It is a common family tradition for my father and me to head down to the St. Lawrence market in Toronto for a bacon sandwich and then grab a coffee before heading off to the bookstore. As my family has grown it now frequently includes our significant others, especially my daughter Sophie who with her own limited chomping power continues to devour an ever growing portion of my breakfast!
However our trips to the bookstore have been dwindling in recent months. Nicholas Hoare, a staple on Front Street closed it’s doors in early 2013. The next nicest bookstore to head to is Ben McNally’s, up on Bay by Adelaide. But this year’s inclement weather has meant we frequently didn’t bother to make the trek.
Bookstores in general in Toronto aren’t doing so well. Last month we lost 3 bookstores; the Cookbook store, the Annex location of Book City, and The World’s Biggest Bookstore. Even Indigo/Chapters are feeling the pinch. This loss has been noted in several newspapers, but nobody is sure what to do.

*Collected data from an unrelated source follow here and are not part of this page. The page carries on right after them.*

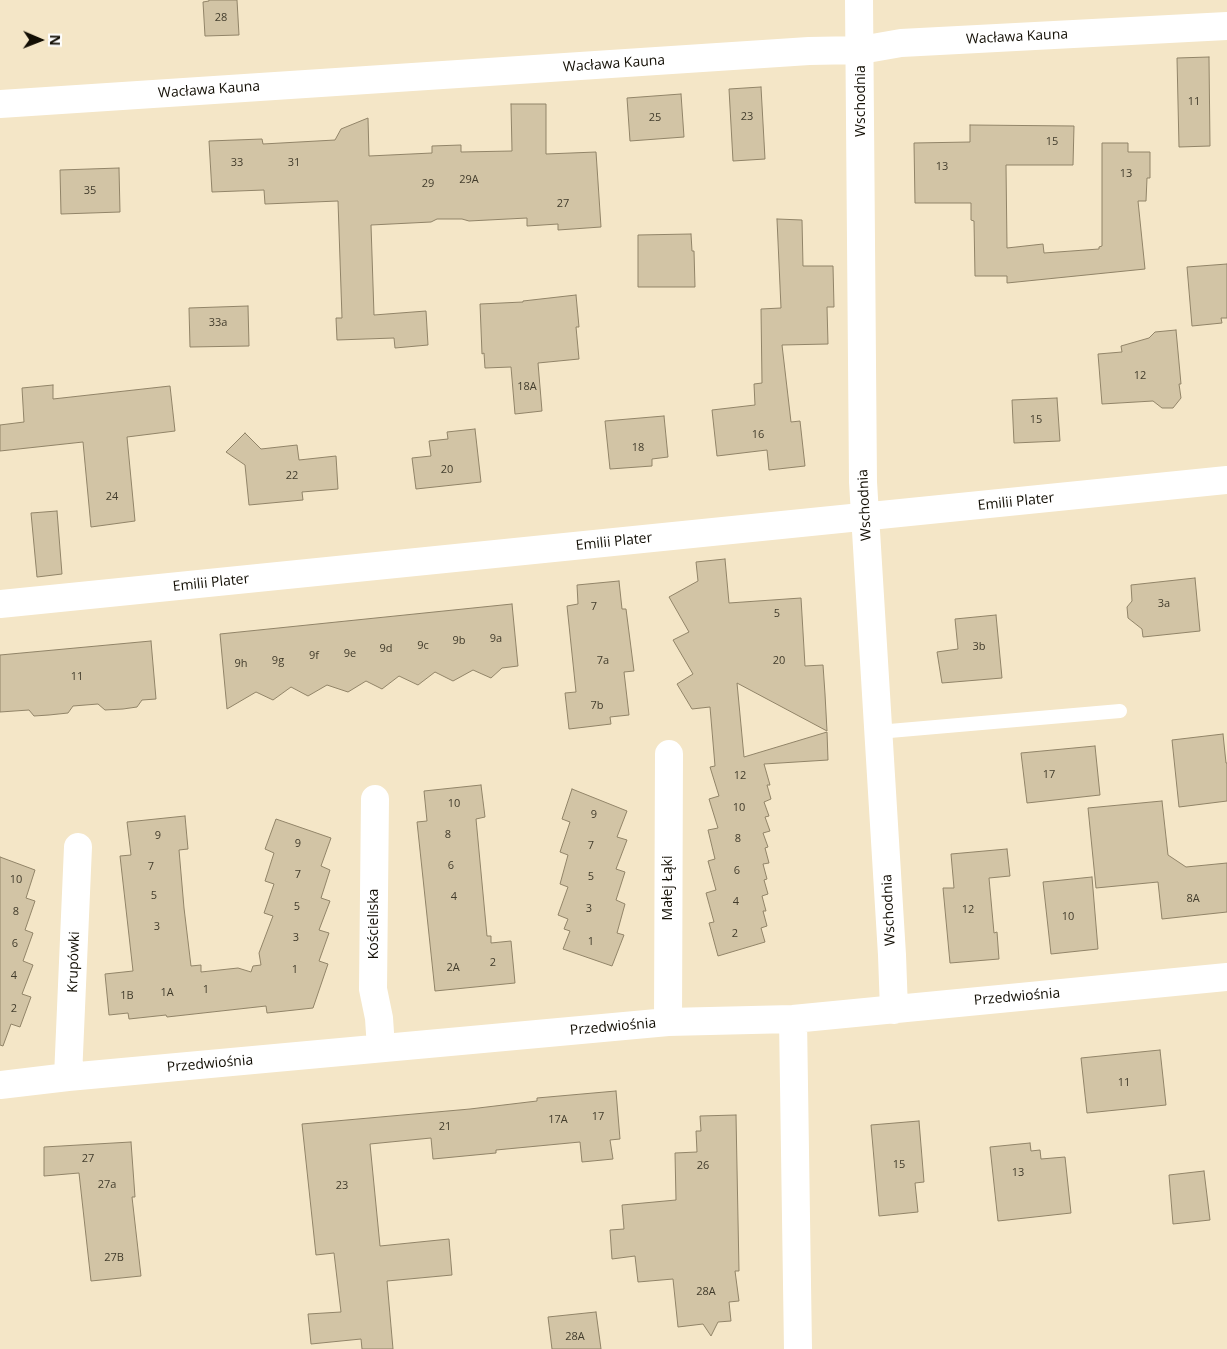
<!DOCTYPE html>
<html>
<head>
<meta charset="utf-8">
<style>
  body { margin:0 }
  #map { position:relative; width:1227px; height:1349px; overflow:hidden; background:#f4e6c7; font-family:"Open Sans",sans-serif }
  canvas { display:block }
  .north { position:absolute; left:15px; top:15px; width:50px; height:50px; -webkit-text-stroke:4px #fff; paint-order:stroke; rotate:91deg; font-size:14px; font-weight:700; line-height:20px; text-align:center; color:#120e04 }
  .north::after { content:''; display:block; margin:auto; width:18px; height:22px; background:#120e04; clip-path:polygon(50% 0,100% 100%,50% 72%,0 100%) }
</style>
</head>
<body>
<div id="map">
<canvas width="1227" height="1349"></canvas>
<div class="north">N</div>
</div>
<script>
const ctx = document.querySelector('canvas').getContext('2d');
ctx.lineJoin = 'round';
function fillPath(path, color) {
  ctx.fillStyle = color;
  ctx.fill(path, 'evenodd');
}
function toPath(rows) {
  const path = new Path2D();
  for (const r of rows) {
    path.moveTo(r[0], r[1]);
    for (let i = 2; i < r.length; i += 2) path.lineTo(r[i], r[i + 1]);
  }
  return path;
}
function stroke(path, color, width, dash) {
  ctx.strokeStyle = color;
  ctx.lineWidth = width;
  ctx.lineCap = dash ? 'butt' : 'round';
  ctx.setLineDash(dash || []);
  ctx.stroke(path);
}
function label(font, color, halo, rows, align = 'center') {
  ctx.font = font + ' "Open Sans",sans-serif';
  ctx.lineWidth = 4;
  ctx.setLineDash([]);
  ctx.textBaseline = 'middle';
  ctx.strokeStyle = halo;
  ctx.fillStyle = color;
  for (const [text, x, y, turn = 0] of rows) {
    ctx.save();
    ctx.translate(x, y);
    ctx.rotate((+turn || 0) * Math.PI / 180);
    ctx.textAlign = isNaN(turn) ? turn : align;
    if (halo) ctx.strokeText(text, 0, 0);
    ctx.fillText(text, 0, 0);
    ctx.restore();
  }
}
const building = toPath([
  [209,0,237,0,239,35,205,36,203,2,209,1,209,0],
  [1209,57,1210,146,1179,147,1177,58,1209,57],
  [761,87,765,159,733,161,729,89,761,87],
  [681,94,684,137,630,141,627,98,681,94],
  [511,104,546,104,546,154,596,152,601,227,558,230,558,224,527,226,527,218,469,221,462,219,437,219,431,222,371,225,374,315,426,311,428,345,395,348,394,338,337,340,336,318,342,318,338,201,265,204,264,190,212,192,209,141,262,139,263,144,335,140,341,129,368,118,369,156,432,153,432,146,461,145,461,152,512,151,511,104],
  [970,125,1074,126,1073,165,1006,165,1007,248,1043,244,1044,253,1099,249,1099,247,1102,246,1102,143,1128,143,1128,152,1150,152,1150,178,1147,178,1146,201,1138,201,1145,269,1007,283,1007,276,975,276,974,221,971,220,971,203,915,203,914,143,970,142,970,125],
  [119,168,120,212,61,214,60,170,119,168],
  [777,219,802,220,803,266,833,266,834,307,827,307,828,344,782,345,791,422,800,421,805,466,769,470,767,450,717,456,712,410,755,405,754,384,762,383,761,309,781,308,777,219],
  [691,234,692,251,694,251,695,287,638,287,638,235,691,234],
  [1227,264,1227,318,1221,318,1222,323,1192,326,1187,267,1227,264],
  [576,295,579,327,576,327,579,359,538,363,542,411,515,414,511,367,485,368,484,353,482,354,480,304,523,302,523,301,576,295],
  [248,306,249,346,190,347,189,308,248,306],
  [1176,330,1181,384,1179,384,1181,398,1173,408,1162,408,1153,401,1102,404,1098,354,1122,352,1121,346,1149,338,1155,332,1176,330],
  [53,385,53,399,170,386,175,431,127,437,135,521,91,527,83,442,0,451,0,425,24,422,22,388,53,385],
  [1057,398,1060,441,1014,443,1012,400,1057,398],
  [664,416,668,457,652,459,652,466,610,469,605,421,664,416],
  [475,429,481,482,416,489,412,458,431,456,429,441,448,439,447,432,475,429],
  [245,433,261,449,297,445,299,460,336,456,338,489,302,492,303,500,249,505,245,465,226,452,245,433],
  [57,511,62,574,37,577,31,513,57,511],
  [725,559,729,603,801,598,805,666,823,665,825,694,827,731,737,683,744,757,827,732,828,760,764,764,770,785,767,785,771,799,764,802,769,816,765,817,770,831,763,833,768,847,765,848,769,863,763,864,767,879,764,880,768,894,762,896,766,911,763,911,767,926,761,928,765,942,718,956,709,923,714,922,706,893,716,890,708,861,715,859,708,830,718,828,709,799,719,796,710,767,715,766,710,707,692,709,677,684,693,674,673,640,689,632,669,597,698,581,696,562,725,559],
  [1195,578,1200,631,1143,637,1142,629,1128,618,1127,607,1132,601,1131,585,1195,578],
  [619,581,622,609,626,609,634,671,624,672,629,715,610,717,611,724,569,729,565,693,576,692,567,606,578,604,577,585,619,581],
  [512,604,518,666,502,668,491,678,473,670,453,681,435,672,418,685,399,676,382,689,366,681,348,692,327,685,308,696,291,687,273,700,256,692,227,709,220,634,512,604],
  [996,615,1002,678,942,683,937,652,958,649,955,619,996,615],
  [151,641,156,699,142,700,137,707,123,709,105,710,98,704,73,706,68,713,49,715,34,716,29,710,0,712,0,655,151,641],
  [1223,734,1226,763,1227,763,1227,801,1179,807,1172,740,1223,734],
  [1095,746,1100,795,1027,803,1021,753,1095,746],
  [481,785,485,817,476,819,487,936,491,936,491,943,511,941,515,983,435,991,417,822,427,821,424,791,481,785],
  [572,789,627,811,617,837,627,840,616,869,625,872,616,900,625,904,617,933,624,935,612,966,563,949,570,931,564,929,568,919,558,915,568,887,560,884,568,855,560,852,570,822,562,819,572,789],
  [1162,801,1168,855,1186,867,1227,863,1227,912,1162,919,1158,882,1096,888,1088,808,1162,801],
  [185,816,188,849,179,850,184,908,191,966,201,965,201,972,238,968,251,972,253,966,261,965,259,953,273,916,264,913,274,884,265,881,274,853,265,849,276,819,331,838,321,866,330,870,321,898,330,901,319,930,329,933,319,961,328,964,313,1008,267,1013,266,1006,167,1017,166,1015,129,1019,128,1013,109,1015,105,974,133,971,120,856,131,855,127,822,185,816],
  [1007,849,1010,876,989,878,994,933,997,932,999,959,950,963,943,888,954,888,951,854,1007,849],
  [0,857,35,870,26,898,35,901,25,930,33,933,23,961,33,965,22,994,31,997,20,1027,11,1024,3,1046,0,1045,0,857],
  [1092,877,1098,949,1051,954,1043,882,1092,877],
  [1160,1050,1166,1105,1087,1113,1081,1058,1160,1050],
  [616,1091,620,1139,610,1140,613,1159,582,1162,580,1142,496,1150,496,1153,433,1159,431,1138,370,1144,380,1246,449,1239,452,1275,387,1281,393,1349,362,1349,361,1339,311,1344,308,1314,341,1312,334,1253,316,1255,302,1124,470,1109,537,1101,537,1098,616,1091],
  [736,1115,739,1271,735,1271,739,1301,729,1302,731,1321,718,1322,711,1336,703,1324,678,1327,673,1279,638,1282,635,1256,612,1259,610,1230,624,1229,622,1205,676,1200,675,1153,697,1152,696,1131,701,1131,700,1116,736,1115],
  [919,1121,924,1182,915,1183,918,1212,879,1216,871,1125,919,1121],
  [131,1142,135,1197,132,1197,141,1276,91,1281,79,1173,44,1176,44,1147,131,1142],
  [1030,1143,1031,1151,1040,1150,1041,1159,1065,1157,1071,1213,998,1221,990,1147,1030,1143],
  [1204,1171,1210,1220,1173,1224,1169,1175,1204,1171],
  [596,1312,601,1349,552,1349,548,1317,596,1312]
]);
fillPath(building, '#d2c4a5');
stroke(building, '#918468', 1);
stroke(toPath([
  [878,732,1120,711]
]), '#fff', 14);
stroke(toPath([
  [859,0,863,482,892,955,894,1010],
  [0,104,809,51,861,50,901,43,1227,26],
  [0,604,1227,480],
  [375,799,373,989,379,1018,381,1048],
  [793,1019,798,1349],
  [668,1022,669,754],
  [68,1077,78,847],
  [0,1085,68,1077,668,1022,793,1019,1227,977]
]), '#fff', 28);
label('11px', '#423c2c', null, [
  ["28",221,18],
  ["11",1194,102],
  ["23",747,117],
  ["25",655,118],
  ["15",1052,142],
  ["33",237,163],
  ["31",294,163],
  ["13",942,167],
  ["13",1126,174],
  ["29A",469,180],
  ["29",428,184],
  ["35",90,191],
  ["27",563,204],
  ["33a",218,323],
  ["12",1140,376],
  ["18A",527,387],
  ["15",1036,420],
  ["16",758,435],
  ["18",638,448],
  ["20",447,470],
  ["22",292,476],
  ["24",112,497],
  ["3a",1164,604],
  ["7",594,607],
  ["5",777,614],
  ["9a",496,639],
  ["9b",459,641],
  ["9c",423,646],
  ["3b",979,647],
  ["9d",386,649],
  ["9e",350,654],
  ["9f",314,656],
  ["9g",278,661],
  ["7a",603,661],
  ["20",779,661],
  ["9h",241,664],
  ["11",77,677],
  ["7b",597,706],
  ["17",1049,775],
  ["12",740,776],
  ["10",454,804],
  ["10",739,808],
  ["9",594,815],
  ["8",448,835],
  ["9",158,836],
  ["8",738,839],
  ["9",298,844],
  ["7",591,846],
  ["6",451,866],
  ["7",151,867],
  ["6",737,871],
  ["7",298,875],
  ["5",591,877],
  ["10",16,880],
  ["5",154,896],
  ["4",454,897],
  ["8A",1193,899],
  ["4",736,902],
  ["5",297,907],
  ["3",589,909],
  ["12",968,910],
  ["8",16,912],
  ["10",1068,917],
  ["3",157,927],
  ["2",735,934],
  ["3",296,938],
  ["1",591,942],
  ["6",15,944],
  ["2",493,963],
  ["2A",453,968],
  ["1",295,970],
  ["4",14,976],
  ["1",206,990],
  ["1A",167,993],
  ["1B",127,996],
  ["2",14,1009],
  ["11",1124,1083],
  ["17",598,1117],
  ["17A",558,1120],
  ["21",445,1127],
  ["27",88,1159],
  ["15",899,1165],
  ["26",703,1166],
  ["13",1018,1173],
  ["27a",107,1185],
  ["23",342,1186],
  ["27B",114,1258],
  ["28A",706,1292],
  ["28A",575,1337]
]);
label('14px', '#120e04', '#fff', [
  ["Wacława Kauna",1017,37,-3],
  ["Wacława Kauna",614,64,-4],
  ["Wacława Kauna",209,90,-4],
  ["Wschodnia",861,101,-90],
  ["Emilii Plater",1016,502,-6],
  ["Wschodnia",865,505,-93],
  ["Emilii Plater",614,542,-6],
  ["Emilii Plater",211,583,-6],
  ["Małej Łąki",668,888,-90],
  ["Wschodnia",889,910,-93],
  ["Kościeliska",374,924,-90],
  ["Krupówki",74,962,-88],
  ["Przedwiośnia",1017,997,-5],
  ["Przedwiośnia",613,1027,-5],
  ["Przedwiośnia",210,1064,-5]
]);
</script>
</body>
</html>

Ben McNally, when I stopped by his store last week, told me that we don’t have a book problem in Toronto, we have a real estate problem. Inflation in Canada is around 1%, but every year rents go up on retailers. Small businesses, whether they be local grocers, tailors or bookstores operate with fairly fixed margins, but find that their rent is frequently the source of where they are being squeezed. They do consistent business with loyal customers, but can’t increase their sales fast enough to keep up with their rents.
This is an experience mirrored in residential property as well. A new report found that 50.6% of young Canadians in Ontario between the ages of 20-29 are still living at home. What’s keeping these young Canadians at home? There are many factors, but the most common is cost. The cost of living is simply out-pacing what you can earn.
There are two lessons here:
1. It pays to get kids saving and planning their savings early. Not just RESPs, which are savings parents put away on behalf of their kids, but getting kids to save and invest their money once they start working, especially if they can’t afford to move out yet. A solid financial plan will give them a better shot of keeping up with rising costs.
2. There is only so much financial planning can do. At some point cities and councilors and neighborhood associations are going to have to wrestle with the fact we need lots more building to go on within cities to keep living standards affordable and attainable. Maybe that can be an election issue.